In 1951, Dr. J. S. Bagnall, dean of the Faculty of Dentistry (1947-54), met with Mrs. Marshall, an immigrant from the West Indies, to discuss her daughter’s interest in studying dentistry at Dalhousie.

Dr. Bagnall was honest, but not discouraging. He felt that her daughter would find the already intense training very challenging, and admitted as much to Mrs. Marshall. But he recommended that she apply.

Believing that “opportunities are there for Negroes if they will only take advantage of them,” Mrs. Marshall supported her daughter’s decision and Doris Rosalind Marshall applied to study dentistry. In 1952, she became the first Black student in the Doctor of Dental Surgery program.

The path to dentistry

Born in Halifax in 1924, Marshall attended Bloomfield High School. After graduation, she took a job as a secretary, but she did not find the work fulfilling. She decided to pursue a college education and was accepted at McGill University in 1948.

Marshall studied for a bachelor’s degree in philosophy and psychology. She was also an active member of the long-established West Indian Students’ Society, which promoted knowledge and understanding of the West Indies to the general student population through different social and cultural activities. Members also helped recent students from the West Indies adjust to living in Canada.

At McGill, Marshall noticed that many of her female classmates were planning secretarial careers after graduation. But she decided to pursue a profession.

She said she chose dentistry for several reasons. “To begin with, I liked the idea that it was a health profession through which I could render a service. I also liked working with my hands . . . Another motiving force was that, as a young adult, I had a great deal of dental treatment myself. . . My family dentist was able to save all my teeth without a single extraction. That in itself is a tribute to the dental sciences and I credit that dentist to a great extent for my career.”

First McGill, then Dalhousie

In 1952, Marshall began studying dentistry in the Forrest Building at Dalhousie. Her brother Ernie was close by, studying in the Faculty of Medicine. He would graduate in 1955.

Marshall’s classes reunited her with the family dentist who had saved her teeth years before; he was now one of her instructors. In her free time, she was an active member of the Dalhousie West Indian Students’ Society, and during the summers she worked as a playground supervisor.

In 1956, four years after taking her first dentistry classes, Doris Marshall walked across the stage at the convocation ceremony with her Doctor of Dental Surgery degree.

Soon after graduating, Marshall left Halifax, finding that the Nova Scotia of the 1950s was not an easy place for a Black person to get a job. She moved to Brantford, Ontario, and became a school dentist. There she met Walter Harris and they married on December 17, 1960. Marshall and her husband lived in Toronto briefly before moving to Teaneck, New Jersey.

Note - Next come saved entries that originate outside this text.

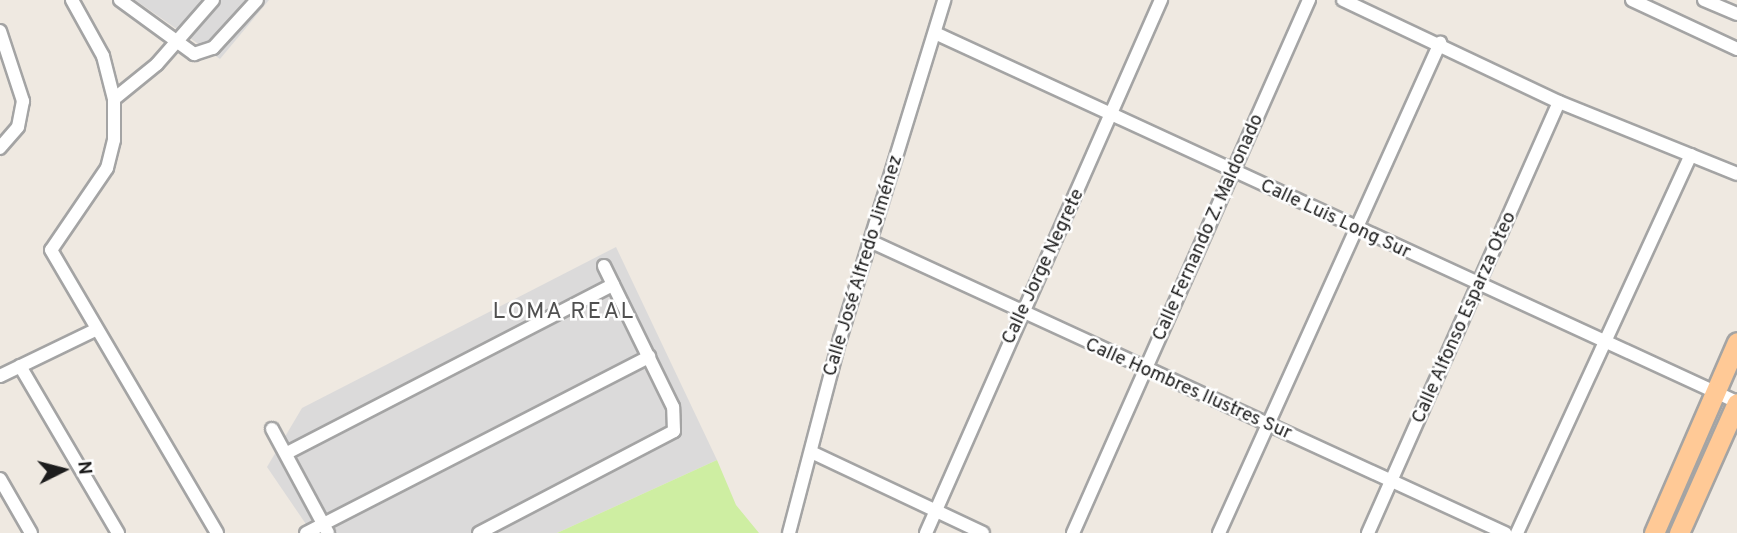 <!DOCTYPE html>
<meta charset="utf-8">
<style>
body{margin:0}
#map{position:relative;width:1737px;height:533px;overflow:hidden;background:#efe9e1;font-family:Overpass,sans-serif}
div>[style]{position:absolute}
.residential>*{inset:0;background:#dbdada}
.grass>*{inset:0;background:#ceeea2}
.roads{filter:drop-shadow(2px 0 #a4a4a4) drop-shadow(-2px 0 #a4a4a4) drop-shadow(0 2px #a4a4a4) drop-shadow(0 -2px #a4a4a4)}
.street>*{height:12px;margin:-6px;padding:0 6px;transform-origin:6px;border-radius:6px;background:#fff}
.primary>*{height:19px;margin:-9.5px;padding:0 9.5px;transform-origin:9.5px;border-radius:9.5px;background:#ffc996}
span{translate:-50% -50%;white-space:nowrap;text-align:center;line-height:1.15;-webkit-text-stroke:5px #fff;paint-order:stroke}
.street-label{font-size:19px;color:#1d1d1d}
.quarter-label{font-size:23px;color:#505050;letter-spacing:2px}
.north{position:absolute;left:28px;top:435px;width:70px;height:70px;-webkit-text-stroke:5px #fff;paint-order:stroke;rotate:84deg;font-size:19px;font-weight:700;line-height:28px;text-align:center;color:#1d1d1d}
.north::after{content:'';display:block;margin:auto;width:24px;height:32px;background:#1d1d1d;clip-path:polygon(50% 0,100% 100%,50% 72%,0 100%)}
</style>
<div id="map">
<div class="residential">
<i style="clip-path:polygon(135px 0,269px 0,220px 59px)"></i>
<i style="clip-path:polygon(616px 247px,717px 460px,557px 533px,312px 533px,267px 467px,302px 408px)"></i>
</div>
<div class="grass">
<i style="clip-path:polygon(717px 460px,736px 505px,759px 533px,557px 533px)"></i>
</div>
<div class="roads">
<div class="street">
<i style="left:72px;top:0;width:64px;rotate:61deg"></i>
<i style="left:103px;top:56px;width:44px;rotate:75.7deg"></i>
<i style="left:114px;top:99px;width:41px;rotate:90deg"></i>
<i style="left:114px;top:140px;width:29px;rotate:104deg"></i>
<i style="left:107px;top:168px;width:99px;rotate:124.3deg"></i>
<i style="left:51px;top:250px;width:328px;rotate:59.6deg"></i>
<i style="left:120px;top:0;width:92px;rotate:36.1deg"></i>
<i style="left:194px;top:54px;width:20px;rotate:-18deg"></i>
<i style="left:213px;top:48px;width:65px;rotate:-47.5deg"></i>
<i style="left:1343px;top:0;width:239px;rotate:25.3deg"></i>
<i style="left:1559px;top:102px;width:192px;rotate:22deg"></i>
<i style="left:1632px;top:0;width:116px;rotate:25deg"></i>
<i style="left:1704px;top:0;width:36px;rotate:23deg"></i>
<i style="left:0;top:31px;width:74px;rotate:71.8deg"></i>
<i style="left:23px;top:101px;width:26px;rotate:101deg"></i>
<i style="left:18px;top:127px;width:28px;rotate:131deg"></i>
<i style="left:935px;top:33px;width:883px;rotate:24.71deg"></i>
<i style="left:114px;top:99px;width:55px;rotate:-39.1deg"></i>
<i style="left:157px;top:64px;width:85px;rotate:-48.8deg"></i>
<i style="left:872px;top:242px;width:697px;rotate:24.69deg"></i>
<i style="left:20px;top:366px;width:194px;rotate:59.6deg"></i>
<i style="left:0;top:376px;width:106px;rotate:-25.8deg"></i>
<i style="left:272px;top:429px;width:118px;rotate:61.7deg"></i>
<i style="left:811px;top:452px;width:190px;rotate:25.2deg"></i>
<i style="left:287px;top:453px;width:367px;rotate:-27.3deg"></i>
<i style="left:0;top:479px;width:62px;rotate:60.1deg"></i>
<i style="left:306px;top:533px;width:386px;rotate:-27.2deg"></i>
<i style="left:479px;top:533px;width:220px;rotate:-27.6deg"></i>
<i style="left:674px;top:431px;width:24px;rotate:-92deg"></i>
<i style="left:673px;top:407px;width:157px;rotate:-116.1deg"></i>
<i style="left:789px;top:533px;width:201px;rotate:-75.3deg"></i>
<i style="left:840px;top:339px;width:355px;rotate:-72.9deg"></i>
<i style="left:926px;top:533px;width:583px;rotate:-66.21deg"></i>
<i style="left:1073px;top:533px;width:583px;rotate:-66.12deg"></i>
<i style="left:1219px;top:533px;width:538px;rotate:-65.72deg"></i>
<i style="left:1368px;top:533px;width:471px;rotate:-66.1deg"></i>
<i style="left:1517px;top:533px;width:416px;rotate:-65.3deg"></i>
</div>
<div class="primary">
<i style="left:1654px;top:533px;width:208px;rotate:-66.5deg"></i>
<i style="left:1679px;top:533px;width:142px;rotate:-66deg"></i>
</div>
</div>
<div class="street-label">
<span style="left:1335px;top:220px;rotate:25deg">Calle Luis Long Sur</span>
<span style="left:1209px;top:228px;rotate:-66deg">Calle Fernando Z. Maldonado</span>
<span style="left:864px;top:266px;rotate:-73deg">Calle José Alfredo Jiménez</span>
<span style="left:1044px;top:267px;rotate:-65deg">Calle Jorge Negrete</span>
<span style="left:1465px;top:318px;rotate:-66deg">Calle Alfonso Esparza Oteo</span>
<span style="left:1188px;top:390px;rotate:24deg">Calle Hombres Ilustres Sur</span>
</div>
<div class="quarter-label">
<span style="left:564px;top:313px">LOMA REAL</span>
</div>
<div class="north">N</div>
</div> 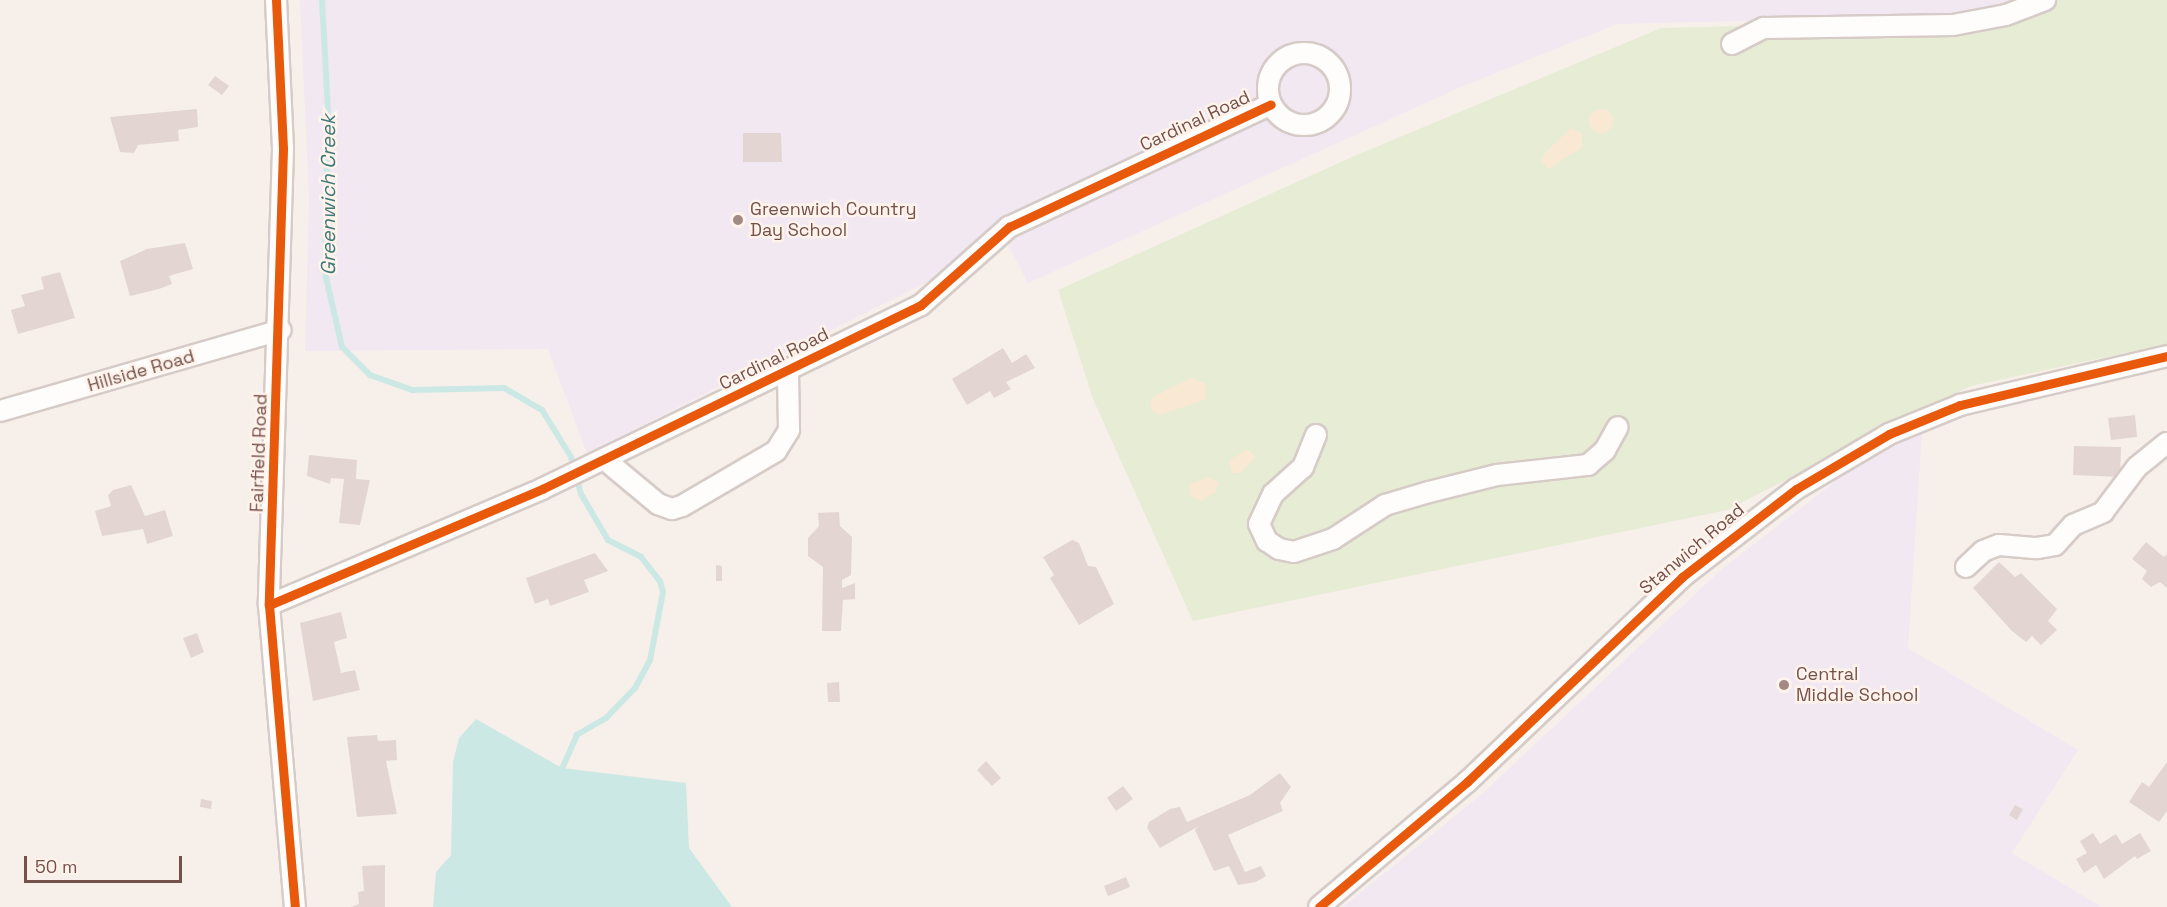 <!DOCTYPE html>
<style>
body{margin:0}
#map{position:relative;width:2167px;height:907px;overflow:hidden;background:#f7f0ea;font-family:"Space Grotesk",sans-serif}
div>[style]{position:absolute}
.education>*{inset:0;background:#f1e8f2}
.green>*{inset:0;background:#e7ecd5}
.sand>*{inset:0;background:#f9e8d3}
.round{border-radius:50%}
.water>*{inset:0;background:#cce8e5}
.stream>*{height:6px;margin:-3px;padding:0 3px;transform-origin:3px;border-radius:3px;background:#cce8e5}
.building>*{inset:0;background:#e3d6d2}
.roads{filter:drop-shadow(2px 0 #d6cbc7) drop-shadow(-2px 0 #d6cbc7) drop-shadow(0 2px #d6cbc7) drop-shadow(0 -2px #d6cbc7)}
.minor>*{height:20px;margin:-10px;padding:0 10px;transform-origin:10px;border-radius:10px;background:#fefdfc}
.minor>.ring{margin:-10px;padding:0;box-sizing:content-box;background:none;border:20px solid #fefdfc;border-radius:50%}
.cycleway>*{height:9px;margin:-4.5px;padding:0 4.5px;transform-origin:4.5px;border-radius:4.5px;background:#e8590c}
.dots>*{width:16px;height:16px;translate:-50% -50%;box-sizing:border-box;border:3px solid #fff3eb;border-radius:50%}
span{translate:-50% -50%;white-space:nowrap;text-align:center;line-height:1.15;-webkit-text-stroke:5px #fff3eb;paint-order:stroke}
.street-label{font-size:18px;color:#74514b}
.poi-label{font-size:18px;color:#74514b}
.left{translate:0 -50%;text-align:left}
.water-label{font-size:20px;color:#3f7978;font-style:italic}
.scale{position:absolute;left:24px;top:856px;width:158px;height:27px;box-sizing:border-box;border:3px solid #74514b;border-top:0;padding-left:8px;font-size:18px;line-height:21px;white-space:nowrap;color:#74514b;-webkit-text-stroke:4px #fff3eb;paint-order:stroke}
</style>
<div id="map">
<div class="education">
<div style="clip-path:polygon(300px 0,2011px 0,1990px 9px,1900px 17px,1617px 24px,1461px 87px,1028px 283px,1007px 242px,587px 453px,548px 349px,305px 351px,309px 199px)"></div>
<div style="clip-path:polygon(1922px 432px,1908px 648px,2078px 750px,2012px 853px,2102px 907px,1343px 907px,1483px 793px,1723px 568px,1855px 466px)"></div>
</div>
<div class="green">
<div style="clip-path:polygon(2022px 0,2167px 0,2167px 344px,1971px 386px,1727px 510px,1193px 621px,1093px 399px,1058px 290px,1352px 157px,1661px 28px,1897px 22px,1992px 13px)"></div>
</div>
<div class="sand">
<div class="round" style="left:1589px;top:109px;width:24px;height:24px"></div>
<div style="clip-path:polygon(1571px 128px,1582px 133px,1583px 147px,1548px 169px,1541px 161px,1545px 153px)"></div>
<div style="clip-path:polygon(1192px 378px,1205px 383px,1206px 399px,1160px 415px,1152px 411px,1150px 401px,1155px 396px)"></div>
<div style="clip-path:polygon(1248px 449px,1256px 457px,1240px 473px,1232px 473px,1229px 460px)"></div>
<div style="clip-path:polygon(1209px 477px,1219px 483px,1216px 492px,1201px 501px,1190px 496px,1189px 484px)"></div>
</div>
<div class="water">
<div style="clip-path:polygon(476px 719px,562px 768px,686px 783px,689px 848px,732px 907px,433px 907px,436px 872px,451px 855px,453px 762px,459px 738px)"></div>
</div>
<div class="stream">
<div style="left:322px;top:0;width:111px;rotate:86.9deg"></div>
<div style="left:328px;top:111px;width:162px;rotate:91.1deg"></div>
<div style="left:325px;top:273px;width:76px;rotate:77.1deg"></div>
<div style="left:342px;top:347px;width:40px;rotate:45deg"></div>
<div style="left:370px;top:375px;width:45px;rotate:19.7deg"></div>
<div style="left:412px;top:390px;width:92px;rotate:-1.2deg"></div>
<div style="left:504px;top:388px;width:44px;rotate:30.1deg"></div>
<div style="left:542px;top:410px;width:55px;rotate:58.3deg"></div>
<div style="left:571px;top:457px;width:38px;rotate:75deg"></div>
<div style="left:581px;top:494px;width:53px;rotate:59.6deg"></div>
<div style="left:608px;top:540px;width:37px;rotate:27deg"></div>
<div style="left:641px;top:557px;width:31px;rotate:52deg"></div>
<div style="left:660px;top:581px;width:11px;rotate:75deg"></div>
<div style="left:663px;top:592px;width:69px;rotate:100.8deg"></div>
<div style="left:650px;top:660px;width:32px;rotate:118deg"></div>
<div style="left:635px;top:688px;width:42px;rotate:134deg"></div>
<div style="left:606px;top:718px;width:34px;rotate:150deg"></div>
<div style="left:577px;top:735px;width:36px;rotate:114deg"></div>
<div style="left:562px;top:768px;width:8px;rotate:67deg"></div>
</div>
<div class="building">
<div style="clip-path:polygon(215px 76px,229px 86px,222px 95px,208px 85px)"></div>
<div style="clip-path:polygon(197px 109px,198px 127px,178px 130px,179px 141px,138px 145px,134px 153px,120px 152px,110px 117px)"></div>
<div style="clip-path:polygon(743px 133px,781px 133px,782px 162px,743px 162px)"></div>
<div style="clip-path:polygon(185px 243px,193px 269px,169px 276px,172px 284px,159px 289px,130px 296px,120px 261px,147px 249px)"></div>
<div style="clip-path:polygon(60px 272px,75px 318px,18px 334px,11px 310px,25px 306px,21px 295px,44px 289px,41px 277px)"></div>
<div style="clip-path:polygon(1003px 348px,1012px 363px,1026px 354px,1035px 368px,1006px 382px,1011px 389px,994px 398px,990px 391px,967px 405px,952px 379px)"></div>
<div style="clip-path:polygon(2135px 415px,2137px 437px,2111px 440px,2108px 418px)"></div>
<div style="clip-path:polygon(2074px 446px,2121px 447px,2120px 477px,2073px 475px)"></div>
<div style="clip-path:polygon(309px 455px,357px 460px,356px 479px,370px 480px,360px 525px,339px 523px,344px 479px,331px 478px,330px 484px,307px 476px)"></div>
<div style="clip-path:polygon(131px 485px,145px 516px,165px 510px,173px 536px,147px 544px,143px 529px,102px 536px,95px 511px,111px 506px,108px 495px,113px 490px)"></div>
<div style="clip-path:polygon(839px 512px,840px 526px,852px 537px,851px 575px,842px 580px,842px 588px,855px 583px,855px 599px,843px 600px,841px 631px,822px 631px,823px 567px,808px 556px,808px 538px,819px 526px,818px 513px)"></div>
<div style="clip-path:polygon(1072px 540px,1079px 543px,1088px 566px,1096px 567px,1114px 604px,1079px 625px,1050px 578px,1054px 575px,1043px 557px)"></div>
<div style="clip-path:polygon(2146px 542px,2164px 557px,2167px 554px,2167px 588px,2160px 582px,2151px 587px,2142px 579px,2147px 571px,2132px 559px)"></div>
<div style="clip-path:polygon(595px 553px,608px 571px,584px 580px,589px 592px,550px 606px,548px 599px,535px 604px,526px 578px)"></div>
<div style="clip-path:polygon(1999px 562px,2015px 577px,2021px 573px,2057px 609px,2048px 621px,2057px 630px,2041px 645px,2032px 636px,2026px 642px,2012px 631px,1973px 588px)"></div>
<div style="clip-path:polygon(716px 565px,722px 566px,722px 581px,716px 581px)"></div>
<div style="clip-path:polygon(341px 612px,347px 638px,334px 642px,341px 673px,355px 670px,360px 690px,313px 701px,300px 623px)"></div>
<div style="clip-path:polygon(197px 633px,204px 652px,191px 658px,183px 638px)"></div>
<div style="clip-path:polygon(839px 682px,840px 702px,828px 702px,827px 683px)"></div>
<div style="clip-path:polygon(377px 735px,378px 741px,396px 740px,397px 760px,386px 761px,397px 814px,357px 817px,347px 737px)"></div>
<div style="clip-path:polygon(986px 761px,1001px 778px,992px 786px,977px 770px)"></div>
<div style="clip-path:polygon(2167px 762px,2167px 811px,2159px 822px,2129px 802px,2142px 782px,2149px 787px)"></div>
<div style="clip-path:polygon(1280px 773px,1291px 787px,1280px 803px,1283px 811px,1228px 835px,1245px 872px,1261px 866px,1266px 876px,1256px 882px,1238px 885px,1229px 866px,1214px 871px,1195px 830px,1199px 826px,1160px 848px,1147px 828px,1149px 822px,1170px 809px,1180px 807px,1187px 822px,1250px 795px)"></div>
<div style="clip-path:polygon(1123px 786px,1133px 799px,1116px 811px,1107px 798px)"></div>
<div style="clip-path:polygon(201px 799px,212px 801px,211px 809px,200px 807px)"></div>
<div style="clip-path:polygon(2015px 805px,2023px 809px,2017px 820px,2009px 815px)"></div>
<div style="clip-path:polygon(2093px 833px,2100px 844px,2116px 834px,2122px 844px,2140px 833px,2151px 851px,2137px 859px,2135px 856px,2104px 879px,2096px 865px,2084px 873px,2076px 859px,2087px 853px,2080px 841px)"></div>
<div style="clip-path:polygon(385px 865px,385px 907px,351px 907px,359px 904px,358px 892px,364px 891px,362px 866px)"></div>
<div style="clip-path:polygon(1126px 877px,1130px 887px,1108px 896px,1104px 886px)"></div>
</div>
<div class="roads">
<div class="minor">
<div style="left:276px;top:0;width:149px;rotate:87.3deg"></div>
<div style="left:283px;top:149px;width:456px;rotate:91.8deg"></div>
<div style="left:269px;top:605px;width:303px;rotate:85.1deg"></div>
<div style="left:1732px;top:44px;width:36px;rotate:-27deg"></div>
<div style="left:1764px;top:28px;width:189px;rotate:-0.9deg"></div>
<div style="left:1953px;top:25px;width:54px;rotate:-10.7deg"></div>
<div style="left:2006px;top:15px;width:42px;rotate:-21deg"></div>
<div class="ring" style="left:1268px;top:53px;width:52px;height:52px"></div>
<div style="left:0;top:411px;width:292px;rotate:-16.1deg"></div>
<div style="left:1316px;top:435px;width:35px;rotate:112deg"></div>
<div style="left:1303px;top:467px;width:40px;rotate:138deg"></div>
<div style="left:1273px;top:494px;width:33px;rotate:115deg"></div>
<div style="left:1259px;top:524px;width:19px;rotate:65deg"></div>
<div style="left:1267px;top:541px;width:14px;rotate:34deg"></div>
<div style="left:1279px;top:549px;width:15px;rotate:11deg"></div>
<div style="left:1294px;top:552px;width:41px;rotate:-18.4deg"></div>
<div style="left:1333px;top:539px;width:62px;rotate:-33.2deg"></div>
<div style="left:1385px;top:505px;width:46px;rotate:-16.5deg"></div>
<div style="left:1429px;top:492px;width:70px;rotate:-14deg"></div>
<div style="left:1497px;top:475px;width:92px;rotate:-6.3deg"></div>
<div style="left:1588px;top:465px;width:23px;rotate:-41deg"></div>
<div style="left:1605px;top:450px;width:26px;rotate:-61deg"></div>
<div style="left:604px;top:459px;width:70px;rotate:39.8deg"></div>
<div style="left:658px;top:504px;width:15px;rotate:20deg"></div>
<div style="left:672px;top:509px;width:10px;rotate:-17deg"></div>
<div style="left:682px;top:506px;width:109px;rotate:-30.3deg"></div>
<div style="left:776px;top:451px;width:25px;rotate:-58deg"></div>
<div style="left:789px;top:430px;width:59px;rotate:-91deg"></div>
<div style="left:1966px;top:567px;width:23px;rotate:-43deg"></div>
<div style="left:1983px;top:551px;width:17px;rotate:-21deg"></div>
<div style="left:1999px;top:545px;width:38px;rotate:5deg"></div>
<div style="left:2037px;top:548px;width:18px;rotate:-9deg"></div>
<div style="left:2055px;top:545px;width:27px;rotate:-48deg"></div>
<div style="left:2073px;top:525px;width:33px;rotate:-23deg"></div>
<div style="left:2103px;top:512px;width:56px;rotate:-52.9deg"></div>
<div style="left:2137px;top:467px;width:38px;rotate:-39deg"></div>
<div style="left:269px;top:605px;width:297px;rotate:-23deg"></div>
<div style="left:542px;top:489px;width:421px;rotate:-25.9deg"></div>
<div style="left:921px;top:305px;width:118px;rotate:-41.6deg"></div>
<div style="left:1009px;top:227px;width:289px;rotate:-25.1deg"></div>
<div style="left:1319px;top:907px;width:194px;rotate:-40.2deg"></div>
<div style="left:1467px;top:782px;width:297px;rotate:-43.6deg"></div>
<div style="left:1682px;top:577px;width:144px;rotate:-37.7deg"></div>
<div style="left:1796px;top:489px;width:108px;rotate:-30.6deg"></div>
<div style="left:1889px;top:434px;width:77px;rotate:-22.2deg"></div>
<div style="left:1960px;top:405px;width:213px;rotate:-13.3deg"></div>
</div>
</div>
<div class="cycleway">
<div style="left:276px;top:0;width:149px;rotate:87.3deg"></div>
<div style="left:283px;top:149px;width:456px;rotate:91.8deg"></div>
<div style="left:269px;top:605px;width:303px;rotate:85.1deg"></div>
<div style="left:269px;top:605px;width:297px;rotate:-23deg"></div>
<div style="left:542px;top:489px;width:421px;rotate:-25.9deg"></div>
<div style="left:921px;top:305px;width:118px;rotate:-41.6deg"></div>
<div style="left:1009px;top:227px;width:289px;rotate:-25.1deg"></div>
<div style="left:1319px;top:907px;width:194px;rotate:-40.2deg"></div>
<div style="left:1467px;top:782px;width:297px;rotate:-43.6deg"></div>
<div style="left:1682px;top:577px;width:144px;rotate:-37.7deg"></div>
<div style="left:1796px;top:489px;width:108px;rotate:-30.6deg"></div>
<div style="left:1889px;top:434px;width:77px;rotate:-22.2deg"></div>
<div style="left:1960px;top:405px;width:213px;rotate:-13.3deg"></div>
</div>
<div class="dots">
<div style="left:738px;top:220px;background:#a28983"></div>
<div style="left:1784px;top:685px;background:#a28983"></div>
</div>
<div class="street-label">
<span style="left:1195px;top:121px;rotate:-25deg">Cardinal Road</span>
<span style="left:774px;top:359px;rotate:-26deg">Cardinal Road</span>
<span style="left:141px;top:371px;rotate:-16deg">Hillside Road</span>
<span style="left:259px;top:453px;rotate:-88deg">Fairfield Road</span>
<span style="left:1692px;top:549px;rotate:-40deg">Stanwich Road</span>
</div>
<div class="poi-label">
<span class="left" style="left:750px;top:220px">Greenwich Country<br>Day School</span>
<span class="left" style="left:1796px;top:685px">Central<br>Middle School</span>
</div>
<div class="water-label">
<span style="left:328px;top:195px;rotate:-90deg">Greenwich Creek</span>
</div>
<div class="scale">50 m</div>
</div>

An advocate for women in dentistry

As Dr. Harris, Marshall thrived as a dentist in New Jersey. She received a fellowship in pedodontics from the Guggenheim Dental Clinic in New York City and set up a private practice at her home.

She found “a great joy of restoring a badly diseased mouth and bringing it back to good health.” She also helped patients overcome their fear of going to the dentist, finding it rewarding to “see someone who hasn’t been to a dentist for years be so pleased and thrilled with your work they become a patient on a regular schedule.”

Marshall retained her Dalhousie roots and served as the president of the Dalhousie Alumni Club of New York. She was interviewed twice in New Jersey on the then-novel topic of being a female dentist. On both occasions, she made a point of saying that she had graduated from Dalhousie’s Faculty of Dentistry and spoke highly of the faculty members.

Marshall took every opportunity to promote dentistry as a career for women. She highlighted the various sub-specialities that dentistry offers as well as the flexible schedule and different practice options available.

She encouraged “interested girls to become dentists because there is certainly a place for them. They have patience, manual dexterity, and a feeling for fine details, and all of this is an asset as far as dentistry is concerned.”

Marshall died at age 63 in January 1987. She was survived by her husband, brother (Dr. Ernie Marshall), sister, Elaine Liverpool, and Elaine’s children. Her body was cremated in Paterson, New Jersey.